Olivier Ducastel (born 23 February 1962) is a French film director, screenwriter and sound editor who currently works in collaboration with partner Jacques Martineau.

Life and career 

After spending his adolescence in Rouen, Martineau moved to Paris to study film and theatre at the University of the New Sorbonne. In 1988 he directed a short musical comedy, Le Goût de plaire. In the same year, he acted as assistant to his mentor, Jacques Demy, on the film Trois places pour le 26, the last film Demy completed before his death in 1990. Ducastel spent the early 1990s working as a sound editor on various films.

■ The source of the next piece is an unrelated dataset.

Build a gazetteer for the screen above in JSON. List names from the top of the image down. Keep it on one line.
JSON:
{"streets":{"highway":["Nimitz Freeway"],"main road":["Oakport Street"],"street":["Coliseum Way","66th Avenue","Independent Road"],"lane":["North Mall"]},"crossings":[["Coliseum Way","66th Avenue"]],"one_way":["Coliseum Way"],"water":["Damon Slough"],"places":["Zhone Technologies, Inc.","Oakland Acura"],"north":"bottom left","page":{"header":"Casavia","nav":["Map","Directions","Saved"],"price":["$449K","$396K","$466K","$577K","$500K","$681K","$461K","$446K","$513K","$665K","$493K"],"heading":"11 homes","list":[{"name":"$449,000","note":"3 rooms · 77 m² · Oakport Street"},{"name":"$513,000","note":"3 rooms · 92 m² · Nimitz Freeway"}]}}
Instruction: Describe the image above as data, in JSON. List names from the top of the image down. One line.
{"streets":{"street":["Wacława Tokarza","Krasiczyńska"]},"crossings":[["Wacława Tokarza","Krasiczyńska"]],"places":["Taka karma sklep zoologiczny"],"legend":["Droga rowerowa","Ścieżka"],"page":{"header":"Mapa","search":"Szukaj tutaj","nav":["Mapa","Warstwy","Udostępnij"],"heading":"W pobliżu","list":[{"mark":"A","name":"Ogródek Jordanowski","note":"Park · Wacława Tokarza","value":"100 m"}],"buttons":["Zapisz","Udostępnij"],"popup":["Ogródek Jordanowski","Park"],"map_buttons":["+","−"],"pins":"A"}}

In 1995 Ducastel met Jacques Martineau, and the two began a professional and personal relationship.  Their first collaborative venture, Jeanne et le Garçon formidable, (an HIV/AIDS-themed musical comedy inspired by the films of Demy, and featuring Virginie Ledoyen and Demy's son Mathieu) was released in 1998. The film was entered into the 48th Berlin International Film Festival.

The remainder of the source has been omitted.